DANIŞTAY TETKİK HÂKİMİ …'IN DÜŞÜNCESİ : Temyiz isteminin reddi ile Daire kararının onanması gerektiği düşünülmektedir.
TÜRK MİLLETİ ADINA
Karar veren Danıştay İdari Dava Daireleri Kurulunca, Tetkik Hâkiminin açıklamaları dinlendikten ve dosyadaki belgeler incelendikten sonra, davacının Anayasa'ya aykırılık iddiası ciddi görülmeyerek gereği görüşüldü:
HUKUKİ DEĞERLENDİRME :
Danıştay dava dairelerinin nihai kararlarının temyizen incelenerek bozulması, 2577 sayılı İdari Yargılama Usulü Kanunu'nun 49. maddesinde yer alan;
"a) Görev ve yetki dışında bir işe bakılmış olması,
b) Hukuka aykırı karar verilmesi,
c) Usul hükümlerinin uygulanmasında kararı etkileyebilecek nitelikte hata veya eksikliklerin bulunması" sebeplerinden birinin varlığı hâlinde mümkündür.

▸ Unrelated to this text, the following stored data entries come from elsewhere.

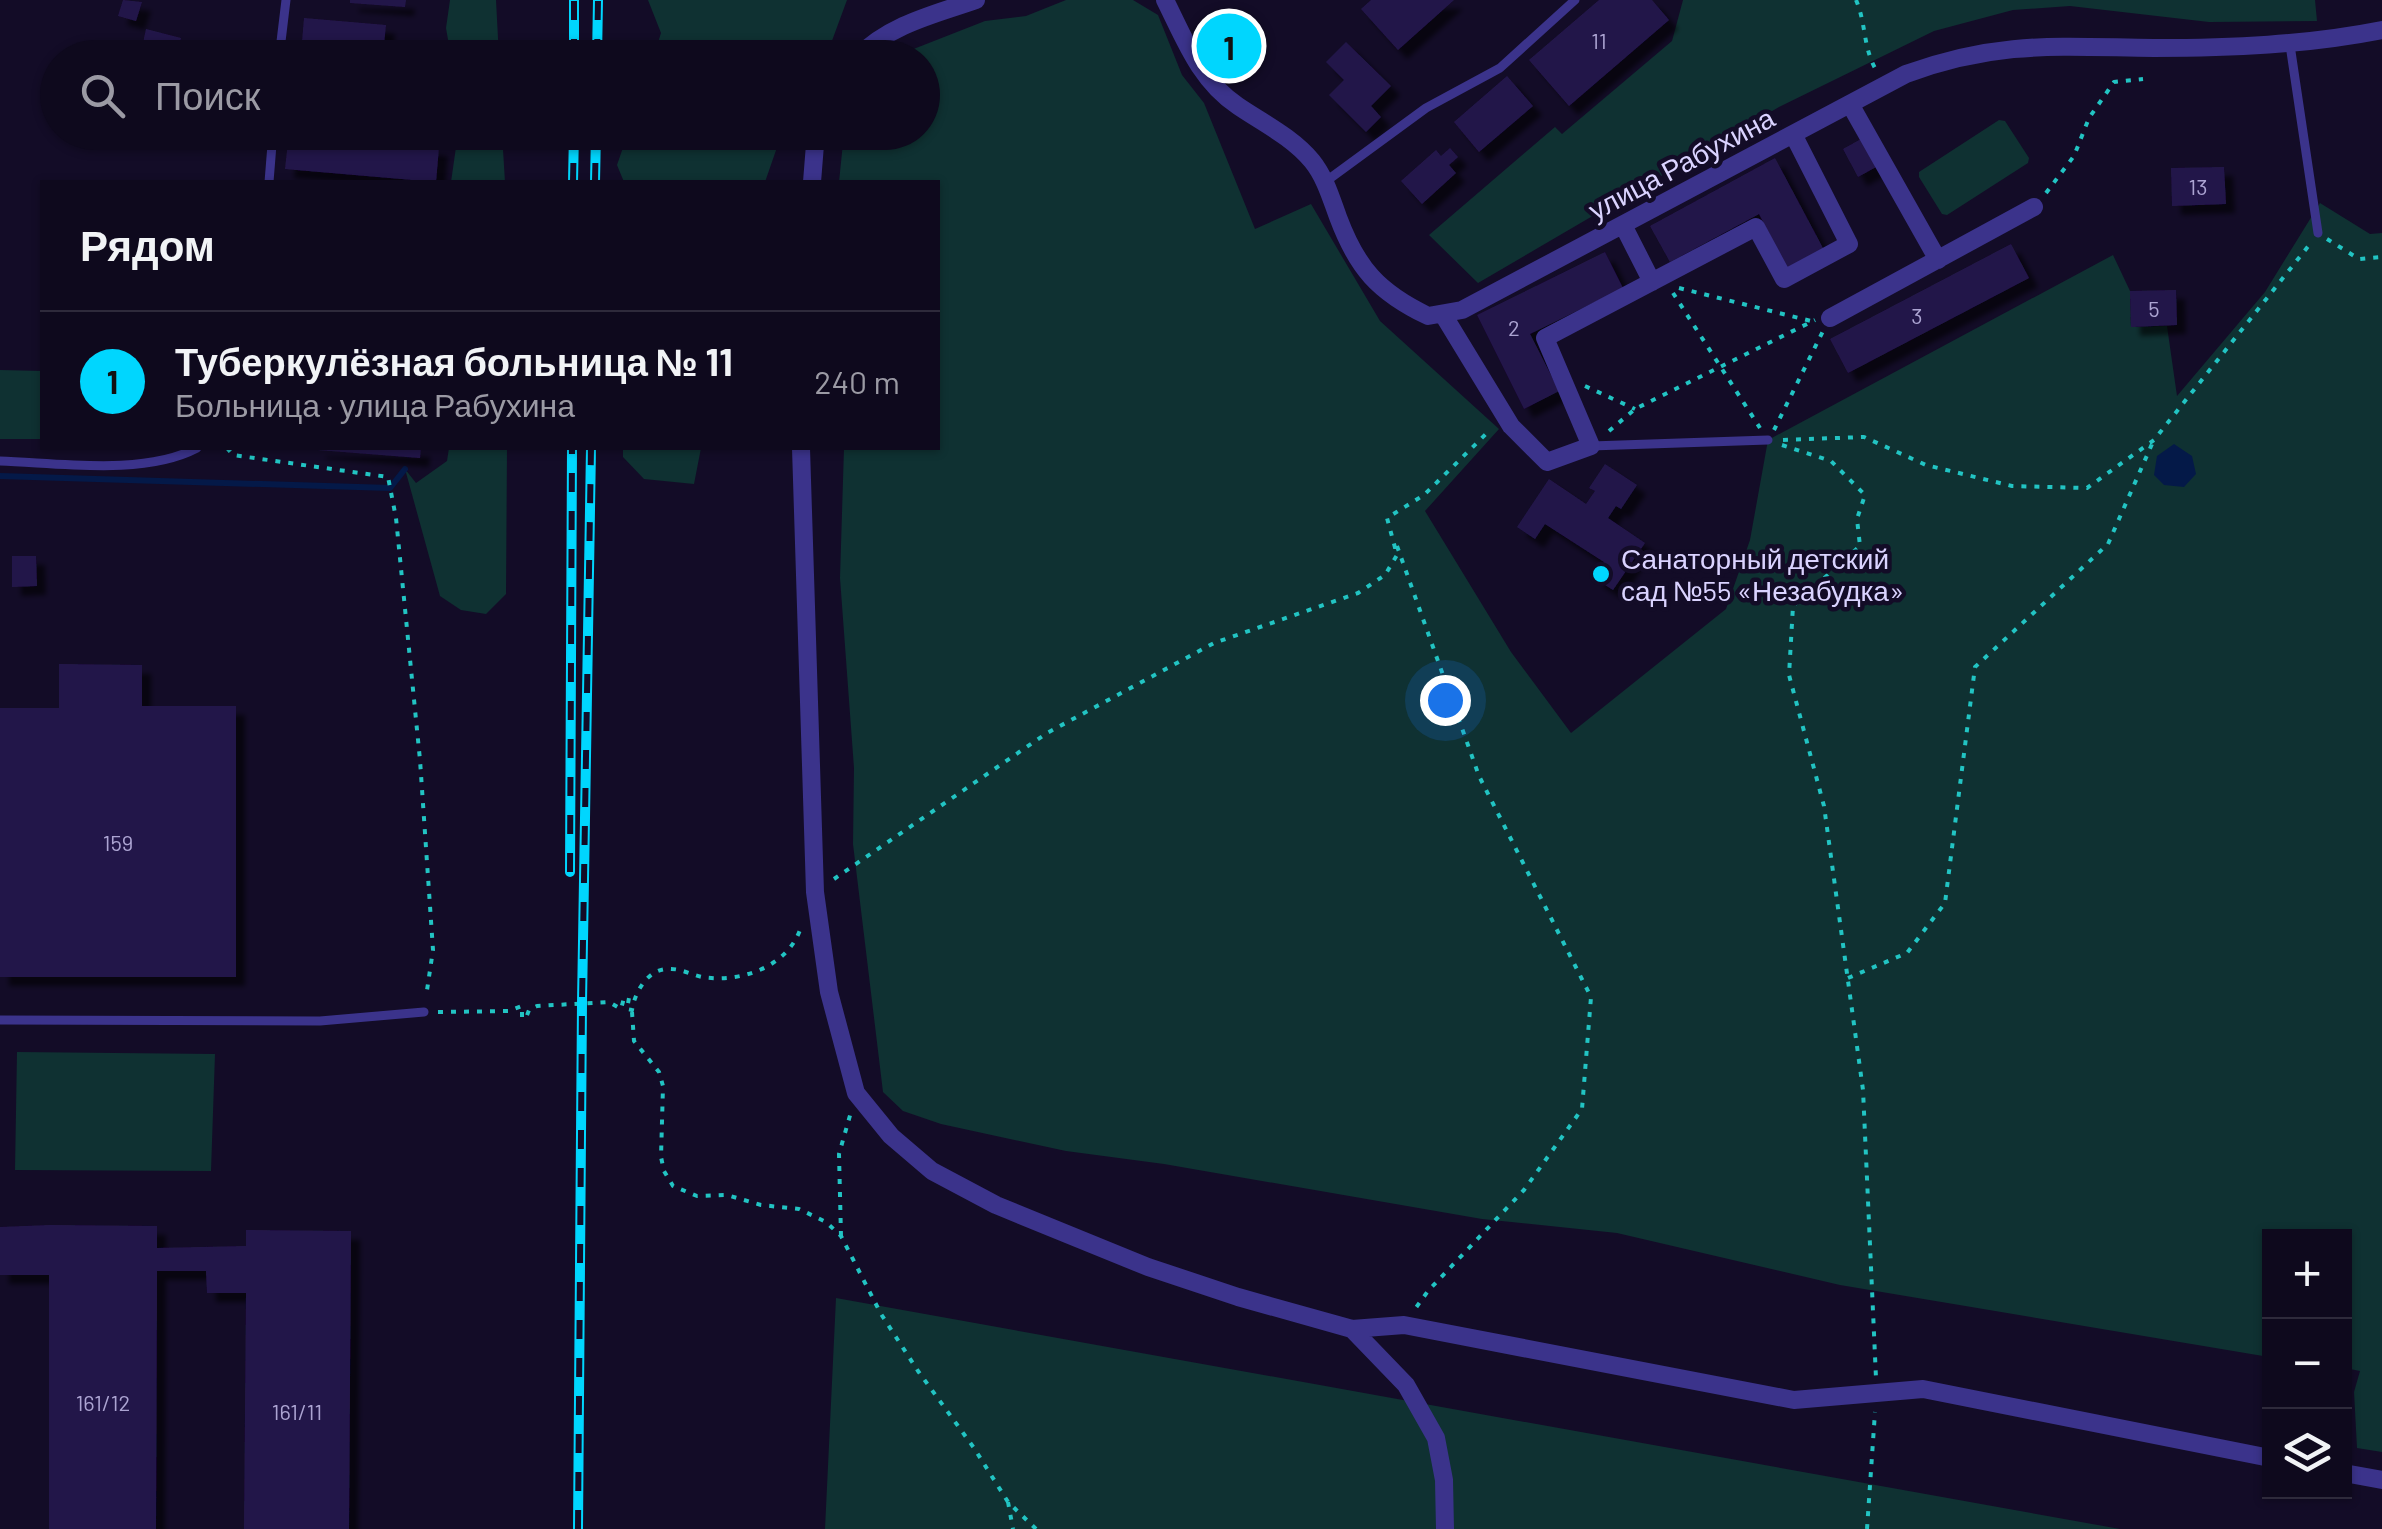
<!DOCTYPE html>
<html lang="ru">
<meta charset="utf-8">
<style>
:root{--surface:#0e091d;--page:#1c172a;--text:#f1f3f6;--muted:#9b9aa4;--line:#2e2a3b;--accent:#00d6fe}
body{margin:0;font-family:Barlow,sans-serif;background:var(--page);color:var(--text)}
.controls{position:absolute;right:30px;bottom:30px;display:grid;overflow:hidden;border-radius:0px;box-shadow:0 2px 8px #0004}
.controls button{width:90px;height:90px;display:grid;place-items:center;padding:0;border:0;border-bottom:2px solid var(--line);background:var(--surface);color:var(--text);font:50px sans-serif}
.you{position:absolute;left:1445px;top:700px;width:35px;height:35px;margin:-25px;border:8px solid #fff;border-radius:50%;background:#1a73e8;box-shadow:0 0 0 15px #1a73e833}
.badge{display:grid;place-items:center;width:65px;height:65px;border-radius:50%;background:var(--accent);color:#111;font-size:32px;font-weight:700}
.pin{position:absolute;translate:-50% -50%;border:5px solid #fff;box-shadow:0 2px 10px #0006}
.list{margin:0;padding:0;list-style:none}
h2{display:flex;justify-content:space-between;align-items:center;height:130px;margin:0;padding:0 40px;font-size:42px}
h2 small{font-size:32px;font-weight:400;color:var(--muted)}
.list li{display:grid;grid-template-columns:65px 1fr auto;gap:30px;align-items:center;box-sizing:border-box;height:140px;padding:0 40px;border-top:2px solid var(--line)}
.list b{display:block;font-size:38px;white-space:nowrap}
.list p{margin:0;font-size:32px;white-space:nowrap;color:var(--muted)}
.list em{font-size:32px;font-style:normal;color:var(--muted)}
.icon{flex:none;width:55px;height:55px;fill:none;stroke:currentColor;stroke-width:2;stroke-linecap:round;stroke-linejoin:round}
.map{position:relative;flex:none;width:2382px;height:1529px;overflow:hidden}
.search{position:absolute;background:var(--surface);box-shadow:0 2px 8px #0004;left:40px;top:40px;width:900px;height:110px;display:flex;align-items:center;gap:25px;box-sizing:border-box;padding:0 35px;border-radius:55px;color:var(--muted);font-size:38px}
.panel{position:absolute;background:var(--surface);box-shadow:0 2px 8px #0004;left:40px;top:180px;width:900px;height:270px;border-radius:0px}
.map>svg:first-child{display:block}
.green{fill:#0f3132}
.water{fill:#041948}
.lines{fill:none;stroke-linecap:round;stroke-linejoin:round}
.stream{stroke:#041948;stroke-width:6}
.building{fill:#24164a;filter:url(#shadow)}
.path{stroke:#22c4c3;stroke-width:4;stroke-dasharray:5 8;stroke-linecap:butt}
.service{stroke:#3b338b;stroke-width:9}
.minor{stroke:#3b338b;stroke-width:18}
.rail-casing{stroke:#00d6fe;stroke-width:10}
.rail{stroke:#130c27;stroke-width:6;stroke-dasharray:19;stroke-linecap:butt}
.poi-dot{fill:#00d6fe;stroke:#130c27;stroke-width:4}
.labels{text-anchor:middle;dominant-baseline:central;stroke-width:9;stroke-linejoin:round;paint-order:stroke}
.number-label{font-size:22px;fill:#aca4d2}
.street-label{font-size:28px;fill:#dad3ff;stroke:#130c27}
.poi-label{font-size:28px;fill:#dad3ff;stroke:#130c27;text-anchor:start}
</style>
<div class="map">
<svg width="2382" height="1529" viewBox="0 0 2382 1529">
<defs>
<filter id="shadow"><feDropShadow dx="9" dy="9" stdDeviation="2.5" flood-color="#0009"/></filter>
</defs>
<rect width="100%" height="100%" fill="#130c27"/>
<!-- green -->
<path class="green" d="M450 0H496L499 57H451L446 28Z
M648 0H847L826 57 653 58 661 33Z
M1066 0H1133L1158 15 1182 75 1204 103 1255 229 1311 204 1380 321 1499 429 1425 511 1511 652 1571 733 1726 609 1750 540 1768 440 2113 255 2130 291 2131 327 2167 326 2177 396 2265 292 2320 203 2370 234 2382 233V1452L2357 1448 2354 1392 2360 1371 2345 1368 2344 1236H2270L2269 1357 1840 1285 1617 1233 1482 1219 1164 1164 1066 1151 941 1124 903 1111 883 1092 853 844 854 768 840 578 844 448H938V182H839L844 133 922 132V58L903 57 911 50 985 21 1026 16Z
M1683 0H2315L2317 21 2209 22 2070 6 2013 10 1934 31 1779 107 1478 283 1429 235 1555 127 1562 134 1672 41Z
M1999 120 2005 121 2029 158 2028 163 1947 215 1942 214 1919 177V172Z
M458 133H502L505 182H451Z
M628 133V132L782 133 765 182H624L617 165Z
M0 370 42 371V439H0Z
M449 448H507L506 594 486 614 461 610 440 596 405 469 416 483 447 461Z
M623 448H701L694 484 644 479 623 457Z
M17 1052 215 1054 211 1171 15 1170Z
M836 1298 2120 1529H825Z"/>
<!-- water -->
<path class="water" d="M2174 444 2192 456 2196 474 2184 487 2164 485 2154 475 2157 456Z"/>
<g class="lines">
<!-- stream -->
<path class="stream" d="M0 476 390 488 405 469"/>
</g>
<!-- building -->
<path class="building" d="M123 0 142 2 136 21 118 16Z
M350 0H406L405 7 350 3Z
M1371 0H1454L1398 50 1361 9Z
M1599 0H1652L1669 20 1569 106 1529 60Z
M304 18 386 25 384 44 399 45 397 58 301 54Z
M146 29 181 38 177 58 140 57Z
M1346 42 1391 86 1371 106 1381 117 1366 132 1329 95 1344 80 1326 62Z
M1507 76 1533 106 1479 152 1454 122Z
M289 133 439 147 436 182 285 169Z
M1861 139 1876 167 1858 177 1843 149Z
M1450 148 1458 157 1449 165 1456 173 1422 204 1401 181 1436 150 1441 156Z
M1775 158 1824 250 1788 269 1759 214 1670 262 1650 226Z
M2224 167 2226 204 2172 206 2171 168Z
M2011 244 2029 278 1848 373 1830 339Z
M1605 252 1623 288 1530 334 1559 391 1524 409 1477 315Z
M2176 290 2177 325 2131 327 2130 291Z
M317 448H421L420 458 317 450Z
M1605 464 1637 485 1621 509 1616 506 1608 518 1645 543 1613 590 1594 578 1604 562 1545 524 1535 539 1517 527 1549 479 1586 504 1595 491 1589 488Z
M12 556H36L37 586 12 587Z
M59 664 142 665V706H236V977H0V708H59Z
M50 1225 157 1226V1248L246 1246V1230L351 1231 349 1529H244L246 1293H207L206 1271H157L156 1529H49V1275H0V1227Z"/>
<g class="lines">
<!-- path -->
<path class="path" d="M1856 0C1866 23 1863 46 1875 68
M2046 193 2074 156 2089 118 2114 82 2143 79
M2327 239 2359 259 2382 257
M1679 288 1811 321
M1673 293 1760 428
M1585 386 1635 409
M1774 430 1823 331
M1609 431 1635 409 1815 320
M1783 440 1864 437 1926 465 2012 486 2087 488 2154 440 2310 244
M1782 445 1831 461 1865 495 1857 519 1860 546 1793 606 1789 675 1824 806 1863 1090 1876 1378
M227 448 233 455 388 477 396 518 420 760 433 950 426 997
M1397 546 1479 776 1591 997 1582 1109 1524 1190 1428 1291 1415 1309
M834 879 1047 733 1214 643 1358 593 1385 575 1397 555 1387 518 1424 495 1490 430
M1848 978 1907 953 1945 903 1975 667 2108 544 2152 444
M438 1012 509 1011 522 1006V1018H526L529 1010 537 1006 609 1002 621 1009 624 998H629L627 1009 632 1010C635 991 649 967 671 969 682 969 692 975 702 977 739 983 786 968 800 930
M632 1012 634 1041 659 1072 663 1086 661 1157 664 1171 673 1186 697 1196 727 1195 761 1205 799 1209 826 1222 841 1236 881 1314 918 1371 974 1448 1008 1502 1036 1529
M841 1236 839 1154 851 1112
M1008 1502 1013 1529
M1867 1529 1875 1412"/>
<!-- service -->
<path class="service" d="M2290 45 2318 233
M279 58 286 0
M269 182 273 132
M1325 182 1426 108 1500 68 1575 0
M1591 446 1768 440
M0 461C59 463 144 476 197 448
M0 1020 320 1021 424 1012"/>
<!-- minor -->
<path class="minor" d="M1165 0C1185 40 1200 81 1238 106 1263 123 1292 137 1312 161 1325 177 1331 198 1338 217 1357 268 1378 292 1428 316L1462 310 1906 74C1999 40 2059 47 2154 48 2231 48 2306 45 2382 30
M857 58C888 25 935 14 976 0
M1850 104 1938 260
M812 182 816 132
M1623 225 1652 282
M1444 316 1511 426 1547 462 1591 446 1545 338 1756 227 1784 279 1849 244 1793 134
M1830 318 2034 207
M801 448 815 892 829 992 856 1093 891 1136 932 1171 996 1205 1148 1267 1238 1297 1352 1329 1406 1385 1436 1438 1444 1480 1445 1529
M1352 1329 1404 1325 1794 1400 1923 1389 2270 1458
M2344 1473 2382 1480"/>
<defs>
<path id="rail" d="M574 58V0
M597 58 598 0
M573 182 574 132
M595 182 596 132
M570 872 572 448
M578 1529 582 1003 591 448"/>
</defs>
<!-- rail casing -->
<use href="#rail" class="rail-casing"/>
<!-- rail -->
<use href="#rail" class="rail"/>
</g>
<!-- markers -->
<circle class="poi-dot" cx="1601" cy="574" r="10"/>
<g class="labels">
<!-- number labels -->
<g class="number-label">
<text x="1599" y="40">11</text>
<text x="2198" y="186">13</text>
<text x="2154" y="308">5</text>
<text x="1917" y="315">3</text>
<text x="1514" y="327">2</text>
<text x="118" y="842">159</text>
<text x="103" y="1402">161/12</text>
<text x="297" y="1411">161/11</text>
</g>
<!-- street labels -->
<g class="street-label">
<text transform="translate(1681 163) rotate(-28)">улица Рабухина</text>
</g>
<!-- poi labels -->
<g class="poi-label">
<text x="1621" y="558">Санаторный детский<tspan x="1621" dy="32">сад №55 «Незабудка»</tspan></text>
</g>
</g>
</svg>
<div class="controls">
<button>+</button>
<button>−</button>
<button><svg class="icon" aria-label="layers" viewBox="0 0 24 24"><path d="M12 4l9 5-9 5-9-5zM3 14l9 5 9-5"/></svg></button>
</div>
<div class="you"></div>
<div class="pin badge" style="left:1229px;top:46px">1</div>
<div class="search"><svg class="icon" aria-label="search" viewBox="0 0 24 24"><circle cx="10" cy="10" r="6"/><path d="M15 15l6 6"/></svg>Поиск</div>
<section class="panel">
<h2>Рядом<small></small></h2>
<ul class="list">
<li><span class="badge">1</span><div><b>Туберкулёзная больница № 11</b><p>Больница · улица Рабухина</p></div><em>240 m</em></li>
</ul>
</section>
</div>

Temyizen incelenen karar usul ve hukuka uygun olup, temyiz dilekçesinde ileri sürülen iddialar kararın bozulmasını gerektirecek nitelikte görülmemiştir.
KARAR SONUCU :
Açıklanan nedenlerle;
1. Davacının temyiz isteminin reddine,
2. Davanın yukarıda özetlenen gerekçeyle reddine ilişkin Danıştay Beşinci Dairesinin temyize konu 15/06/2021 tarih ve E:2017/7016, K:2021/2014 sayılı kararının ONANMASINA,
3. Kesin olarak, 12/05/2022 tarihinde oybirliği ile karar verildi.